Scraps of Fun

Brian Yanish Designs is putting a fun face on recycling with its Scrap Kins character property. The Scrap Kins, a group of creatures that live in a recycling center and build their world out of things people throw away, were launched in 2006, and the property has been gaining steam.

Designed for kids ages 3 to 8, the six characters foster eco-awareness and encourage children to use their imagination by creating things from recycled materials. Scrap Kins creator Brian Yanish has been taking the characters' message into the community through educational programs in schools and fun events. The company recently staged an eco-fashion show in Brooklyn in which kids modeled costumes made from recycled materials.

"We're at an exciting stage in our development, where consumers are embracing our green message, and kids are engaged by the hands-on approach to being creative," says Yanish. "Our success with school visits and festivals, where we teach kids eco-creativity and resourcefulness through recycled arts and crafts, has driven demand to tell the stories of the Scrap Kins and their adventures in the recycled world of Scrap City.

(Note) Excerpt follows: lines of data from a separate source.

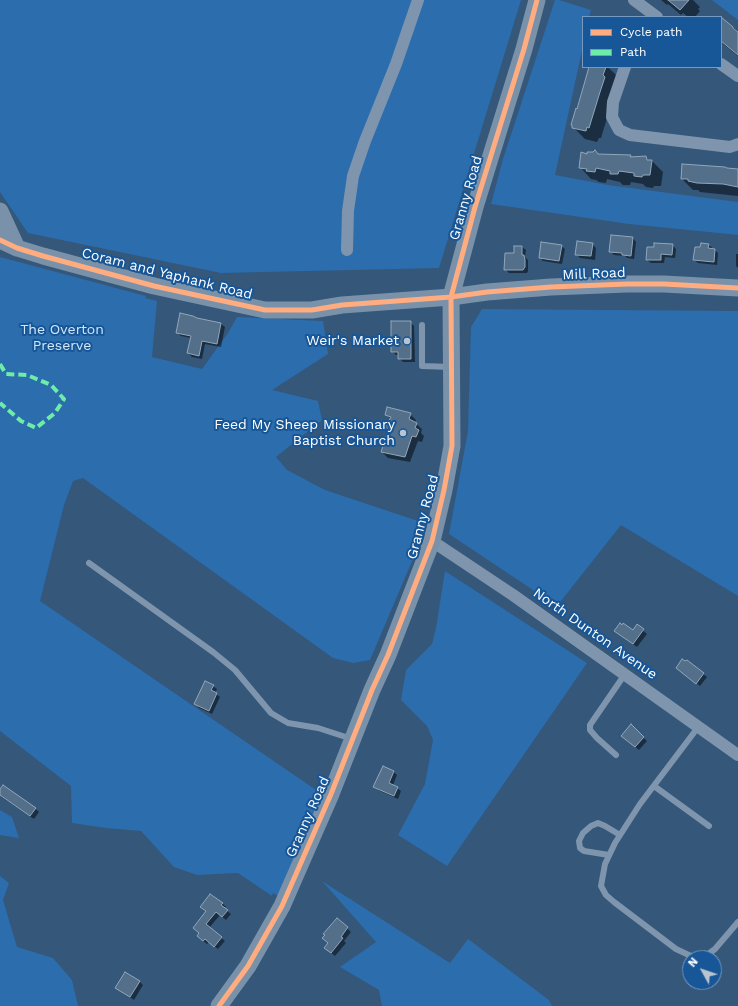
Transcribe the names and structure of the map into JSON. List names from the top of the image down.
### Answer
{
  "streets": {
    "street": [
      "Granny Road",
      "Coram and Yaphank Road",
      "Mill Road",
      "North Dunton Avenue"
    ]
  },
  "crossings": [
    ["Granny Road", "Coram and Yaphank Road"],
    ["Granny Road", "Mill Road"],
    ["Granny Road", "North Dunton Avenue"],
    ["Coram and Yaphank Road", "Mill Road"]
  ],
  "parks": ["The Overton Preserve"],
  "places": ["Weir's Market", "Feed My Sheep Missionary Baptist Church"],
  "legend": ["Cycle path", "Path"],
  "north": "top left"
}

The Scrap Kins' do-it-yourself resourcefulness empowers children to create and make a difference in their environment."

Yanish says parents and teachers respond to the back-to-basics aspect of using recycled materials to create something new. "Kids spend a lot of time with electronics, so it's important to refresh this idea that you can use recycled materials, and you don't have to spend a lot of money to create something. These projects embrace a simple use of imagination and resourcefulness," he says.

The company plans to expand educational outreach. The character Web site, www.scrapkins.com, offers downloadable recycled arts and crafts project ideas for parents and teachers, as well as cartoons and information about Scrap Kins events.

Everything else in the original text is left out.